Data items
:::::

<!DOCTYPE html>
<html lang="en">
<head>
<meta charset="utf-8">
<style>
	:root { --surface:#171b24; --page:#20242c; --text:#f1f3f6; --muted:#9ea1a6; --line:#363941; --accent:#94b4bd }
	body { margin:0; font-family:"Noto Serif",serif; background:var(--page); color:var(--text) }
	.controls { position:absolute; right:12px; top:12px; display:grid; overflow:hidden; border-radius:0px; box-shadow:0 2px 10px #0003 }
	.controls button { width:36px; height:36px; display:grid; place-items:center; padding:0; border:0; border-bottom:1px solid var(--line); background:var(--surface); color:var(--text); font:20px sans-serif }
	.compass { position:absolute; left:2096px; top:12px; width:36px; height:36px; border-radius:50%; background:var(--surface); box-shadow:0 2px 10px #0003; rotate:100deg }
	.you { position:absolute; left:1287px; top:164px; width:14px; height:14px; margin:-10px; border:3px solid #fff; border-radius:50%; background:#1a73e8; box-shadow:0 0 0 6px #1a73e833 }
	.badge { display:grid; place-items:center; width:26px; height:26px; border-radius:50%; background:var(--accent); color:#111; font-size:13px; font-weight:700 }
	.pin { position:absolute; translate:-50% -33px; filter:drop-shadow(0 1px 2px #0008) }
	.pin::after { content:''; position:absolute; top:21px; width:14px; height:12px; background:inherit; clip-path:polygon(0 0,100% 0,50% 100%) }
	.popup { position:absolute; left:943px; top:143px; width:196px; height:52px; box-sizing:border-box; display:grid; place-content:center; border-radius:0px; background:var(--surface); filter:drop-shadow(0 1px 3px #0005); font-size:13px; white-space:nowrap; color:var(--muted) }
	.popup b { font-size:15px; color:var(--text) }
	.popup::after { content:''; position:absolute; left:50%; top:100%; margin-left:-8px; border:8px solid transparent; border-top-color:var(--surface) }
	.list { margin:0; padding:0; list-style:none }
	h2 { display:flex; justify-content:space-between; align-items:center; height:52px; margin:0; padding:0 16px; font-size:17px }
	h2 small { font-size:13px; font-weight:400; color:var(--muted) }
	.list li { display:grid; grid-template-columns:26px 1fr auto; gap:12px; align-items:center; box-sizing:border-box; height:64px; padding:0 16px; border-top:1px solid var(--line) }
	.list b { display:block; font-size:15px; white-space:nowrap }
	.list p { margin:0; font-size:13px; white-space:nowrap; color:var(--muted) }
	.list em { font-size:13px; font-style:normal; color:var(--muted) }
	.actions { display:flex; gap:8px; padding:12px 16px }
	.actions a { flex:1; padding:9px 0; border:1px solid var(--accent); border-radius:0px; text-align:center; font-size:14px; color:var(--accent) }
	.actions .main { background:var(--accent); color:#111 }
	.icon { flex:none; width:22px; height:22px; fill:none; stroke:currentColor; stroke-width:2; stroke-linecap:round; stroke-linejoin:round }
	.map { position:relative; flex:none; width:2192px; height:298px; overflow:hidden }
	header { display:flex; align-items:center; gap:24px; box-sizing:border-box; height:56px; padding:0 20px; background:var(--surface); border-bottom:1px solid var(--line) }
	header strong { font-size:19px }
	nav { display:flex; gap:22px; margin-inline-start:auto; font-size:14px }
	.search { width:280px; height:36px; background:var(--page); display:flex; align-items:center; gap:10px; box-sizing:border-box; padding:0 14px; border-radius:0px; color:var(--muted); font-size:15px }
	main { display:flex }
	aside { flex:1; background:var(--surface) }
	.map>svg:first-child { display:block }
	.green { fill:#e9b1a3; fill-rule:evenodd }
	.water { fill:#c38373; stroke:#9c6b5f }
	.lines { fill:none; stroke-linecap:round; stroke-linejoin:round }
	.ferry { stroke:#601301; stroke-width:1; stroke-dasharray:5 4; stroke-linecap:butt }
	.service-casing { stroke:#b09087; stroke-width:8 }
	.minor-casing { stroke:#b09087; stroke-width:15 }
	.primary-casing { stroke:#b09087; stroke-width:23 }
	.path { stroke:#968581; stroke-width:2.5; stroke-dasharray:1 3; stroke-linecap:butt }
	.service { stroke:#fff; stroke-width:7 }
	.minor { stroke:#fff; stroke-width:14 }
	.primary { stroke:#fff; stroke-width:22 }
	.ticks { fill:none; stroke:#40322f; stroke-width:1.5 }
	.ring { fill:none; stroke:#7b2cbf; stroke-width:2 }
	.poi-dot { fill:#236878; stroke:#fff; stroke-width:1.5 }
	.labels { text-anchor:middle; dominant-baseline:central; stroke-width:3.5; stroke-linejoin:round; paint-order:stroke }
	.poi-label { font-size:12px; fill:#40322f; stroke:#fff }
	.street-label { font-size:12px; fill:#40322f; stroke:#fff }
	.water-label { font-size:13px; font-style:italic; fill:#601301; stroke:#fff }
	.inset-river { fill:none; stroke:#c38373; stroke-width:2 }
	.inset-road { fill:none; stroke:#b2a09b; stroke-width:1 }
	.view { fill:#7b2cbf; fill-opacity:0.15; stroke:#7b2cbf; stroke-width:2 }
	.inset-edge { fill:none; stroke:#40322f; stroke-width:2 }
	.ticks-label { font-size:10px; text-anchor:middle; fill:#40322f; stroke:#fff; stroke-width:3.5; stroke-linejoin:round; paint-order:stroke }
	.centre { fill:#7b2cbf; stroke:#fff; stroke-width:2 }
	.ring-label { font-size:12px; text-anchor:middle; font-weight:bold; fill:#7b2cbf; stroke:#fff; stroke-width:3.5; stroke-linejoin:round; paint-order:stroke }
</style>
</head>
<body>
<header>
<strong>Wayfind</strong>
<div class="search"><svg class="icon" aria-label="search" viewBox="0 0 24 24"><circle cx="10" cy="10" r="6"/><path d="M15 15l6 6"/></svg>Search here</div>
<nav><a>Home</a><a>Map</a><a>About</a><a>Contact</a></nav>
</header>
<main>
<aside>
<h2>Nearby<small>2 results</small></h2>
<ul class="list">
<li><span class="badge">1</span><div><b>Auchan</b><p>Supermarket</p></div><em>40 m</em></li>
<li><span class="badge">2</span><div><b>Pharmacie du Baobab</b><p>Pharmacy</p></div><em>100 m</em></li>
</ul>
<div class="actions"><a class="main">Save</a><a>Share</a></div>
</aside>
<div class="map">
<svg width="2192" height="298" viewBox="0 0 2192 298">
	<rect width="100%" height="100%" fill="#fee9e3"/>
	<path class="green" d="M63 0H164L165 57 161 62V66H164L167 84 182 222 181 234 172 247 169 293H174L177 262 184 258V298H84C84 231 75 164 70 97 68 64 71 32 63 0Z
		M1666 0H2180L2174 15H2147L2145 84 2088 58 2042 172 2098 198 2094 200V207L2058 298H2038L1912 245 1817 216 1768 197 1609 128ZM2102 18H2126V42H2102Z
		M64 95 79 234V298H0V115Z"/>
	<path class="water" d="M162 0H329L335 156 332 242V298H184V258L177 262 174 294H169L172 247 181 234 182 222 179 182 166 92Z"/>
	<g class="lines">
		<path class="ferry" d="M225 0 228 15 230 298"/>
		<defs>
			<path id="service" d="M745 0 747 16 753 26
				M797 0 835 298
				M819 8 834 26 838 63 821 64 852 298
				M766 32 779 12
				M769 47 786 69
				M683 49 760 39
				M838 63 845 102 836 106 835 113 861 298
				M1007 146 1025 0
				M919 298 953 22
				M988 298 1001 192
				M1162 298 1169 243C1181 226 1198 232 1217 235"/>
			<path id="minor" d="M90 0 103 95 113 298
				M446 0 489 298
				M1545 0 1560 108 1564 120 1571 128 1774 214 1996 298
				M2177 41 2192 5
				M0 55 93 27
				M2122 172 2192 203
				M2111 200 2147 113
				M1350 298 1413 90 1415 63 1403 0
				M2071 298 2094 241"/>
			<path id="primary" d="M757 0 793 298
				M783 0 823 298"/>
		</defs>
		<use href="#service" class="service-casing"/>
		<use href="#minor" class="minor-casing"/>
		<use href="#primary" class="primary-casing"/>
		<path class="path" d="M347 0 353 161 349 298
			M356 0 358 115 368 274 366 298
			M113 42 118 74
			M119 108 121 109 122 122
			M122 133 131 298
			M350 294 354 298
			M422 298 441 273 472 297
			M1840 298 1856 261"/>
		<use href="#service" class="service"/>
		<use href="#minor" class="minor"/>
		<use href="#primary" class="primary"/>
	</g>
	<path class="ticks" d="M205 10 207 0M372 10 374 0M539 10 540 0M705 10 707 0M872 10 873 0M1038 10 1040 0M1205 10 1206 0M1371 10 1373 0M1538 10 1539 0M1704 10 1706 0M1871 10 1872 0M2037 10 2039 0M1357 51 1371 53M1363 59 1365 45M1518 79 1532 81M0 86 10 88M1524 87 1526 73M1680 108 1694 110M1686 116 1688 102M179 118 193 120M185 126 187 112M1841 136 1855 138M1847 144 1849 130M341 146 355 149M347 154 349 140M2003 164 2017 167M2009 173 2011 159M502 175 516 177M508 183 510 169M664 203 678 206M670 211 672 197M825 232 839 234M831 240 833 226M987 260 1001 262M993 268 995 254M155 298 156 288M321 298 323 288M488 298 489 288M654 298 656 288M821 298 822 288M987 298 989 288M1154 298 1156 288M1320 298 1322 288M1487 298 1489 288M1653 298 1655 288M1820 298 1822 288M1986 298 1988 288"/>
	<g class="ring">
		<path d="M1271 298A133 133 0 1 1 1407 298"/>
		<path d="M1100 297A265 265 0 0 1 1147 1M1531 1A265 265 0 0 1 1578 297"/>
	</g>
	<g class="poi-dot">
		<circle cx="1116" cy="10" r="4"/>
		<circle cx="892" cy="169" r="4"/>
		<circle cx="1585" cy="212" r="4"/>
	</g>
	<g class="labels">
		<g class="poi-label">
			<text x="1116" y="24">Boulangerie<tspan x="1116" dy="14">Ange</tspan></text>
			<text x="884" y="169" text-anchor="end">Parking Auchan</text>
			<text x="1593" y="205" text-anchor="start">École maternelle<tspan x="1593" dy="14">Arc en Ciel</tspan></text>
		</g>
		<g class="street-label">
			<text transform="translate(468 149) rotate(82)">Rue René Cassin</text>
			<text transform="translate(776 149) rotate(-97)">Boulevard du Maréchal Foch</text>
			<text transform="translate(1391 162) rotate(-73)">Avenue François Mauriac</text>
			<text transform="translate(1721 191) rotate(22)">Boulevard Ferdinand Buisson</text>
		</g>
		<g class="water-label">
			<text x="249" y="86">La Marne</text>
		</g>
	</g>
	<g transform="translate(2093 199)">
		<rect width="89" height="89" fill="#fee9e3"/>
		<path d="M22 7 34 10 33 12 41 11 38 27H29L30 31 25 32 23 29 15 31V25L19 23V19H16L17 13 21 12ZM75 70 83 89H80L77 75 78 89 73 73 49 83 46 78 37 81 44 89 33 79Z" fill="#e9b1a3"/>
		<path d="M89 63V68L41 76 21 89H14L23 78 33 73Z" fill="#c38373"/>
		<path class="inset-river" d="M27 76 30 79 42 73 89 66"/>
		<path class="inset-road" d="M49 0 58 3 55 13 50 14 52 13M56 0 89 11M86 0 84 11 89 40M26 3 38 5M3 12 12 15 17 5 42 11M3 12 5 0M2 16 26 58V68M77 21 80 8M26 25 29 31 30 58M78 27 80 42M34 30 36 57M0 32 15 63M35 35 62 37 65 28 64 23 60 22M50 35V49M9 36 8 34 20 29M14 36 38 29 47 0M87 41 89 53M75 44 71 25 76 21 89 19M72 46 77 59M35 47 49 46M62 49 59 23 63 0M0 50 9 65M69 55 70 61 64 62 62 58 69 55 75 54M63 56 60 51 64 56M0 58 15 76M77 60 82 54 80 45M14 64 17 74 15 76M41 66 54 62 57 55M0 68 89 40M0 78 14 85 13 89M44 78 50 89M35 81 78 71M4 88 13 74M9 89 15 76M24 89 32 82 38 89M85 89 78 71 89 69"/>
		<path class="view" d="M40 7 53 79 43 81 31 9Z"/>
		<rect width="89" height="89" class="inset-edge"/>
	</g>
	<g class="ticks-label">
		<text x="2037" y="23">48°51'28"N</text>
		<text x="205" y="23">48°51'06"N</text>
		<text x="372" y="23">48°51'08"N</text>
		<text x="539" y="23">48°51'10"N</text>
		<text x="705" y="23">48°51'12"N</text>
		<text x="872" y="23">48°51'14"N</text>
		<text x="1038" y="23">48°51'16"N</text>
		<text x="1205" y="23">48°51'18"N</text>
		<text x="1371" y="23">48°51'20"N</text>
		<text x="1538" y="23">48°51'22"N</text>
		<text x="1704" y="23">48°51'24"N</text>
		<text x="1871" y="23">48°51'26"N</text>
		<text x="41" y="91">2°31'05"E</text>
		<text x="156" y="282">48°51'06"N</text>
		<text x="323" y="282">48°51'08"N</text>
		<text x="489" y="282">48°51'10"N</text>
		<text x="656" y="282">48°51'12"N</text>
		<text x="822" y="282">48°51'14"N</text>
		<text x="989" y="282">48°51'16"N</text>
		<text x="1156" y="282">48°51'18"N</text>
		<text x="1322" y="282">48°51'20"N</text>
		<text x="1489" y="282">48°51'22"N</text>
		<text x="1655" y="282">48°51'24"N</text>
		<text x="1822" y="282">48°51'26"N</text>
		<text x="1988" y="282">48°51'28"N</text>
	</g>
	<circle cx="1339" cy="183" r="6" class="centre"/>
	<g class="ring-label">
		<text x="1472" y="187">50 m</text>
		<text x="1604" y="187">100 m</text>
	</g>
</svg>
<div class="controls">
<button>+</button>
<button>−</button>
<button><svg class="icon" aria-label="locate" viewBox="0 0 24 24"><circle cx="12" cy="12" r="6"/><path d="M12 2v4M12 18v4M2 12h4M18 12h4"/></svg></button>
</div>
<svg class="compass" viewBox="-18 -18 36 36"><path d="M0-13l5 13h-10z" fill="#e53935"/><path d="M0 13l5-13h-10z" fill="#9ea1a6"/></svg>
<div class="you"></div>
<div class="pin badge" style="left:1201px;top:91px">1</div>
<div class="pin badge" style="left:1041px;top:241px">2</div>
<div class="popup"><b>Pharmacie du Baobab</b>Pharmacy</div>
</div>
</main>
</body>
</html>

:::::

◆ **TASK GOAL**:
Exact duplication is required for the lines above, from the line that contains "stroke:#601301; stroke-width:1; stroke-dasharray:5" to the line that contains "text-anchor:middle; dominant-baseline:central; stroke-width:3.5;", inclusive; omit all others.

◆ **WRITTEN SOLUTION**:
	.ferry { stroke:#601301; stroke-width:1; stroke-dasharray:5 4; stroke-linecap:butt }
	.service-casing { stroke:#b09087; stroke-width:8 }
	.minor-casing { stroke:#b09087; stroke-width:15 }
	.primary-casing { stroke:#b09087; stroke-width:23 }
	.path { stroke:#968581; stroke-width:2.5; stroke-dasharray:1 3; stroke-linecap:butt }
	.service { stroke:#fff; stroke-width:7 }
	.minor { stroke:#fff; stroke-width:14 }
	.primary { stroke:#fff; stroke-width:22 }
	.ticks { fill:none; stroke:#40322f; stroke-width:1.5 }
	.ring { fill:none; stroke:#7b2cbf; stroke-width:2 }
	.poi-dot { fill:#236878; stroke:#fff; stroke-width:1.5 }
	.labels { text-anchor:middle; dominant-baseline:central; stroke-width:3.5; stroke-linejoin:round; paint-order:stroke }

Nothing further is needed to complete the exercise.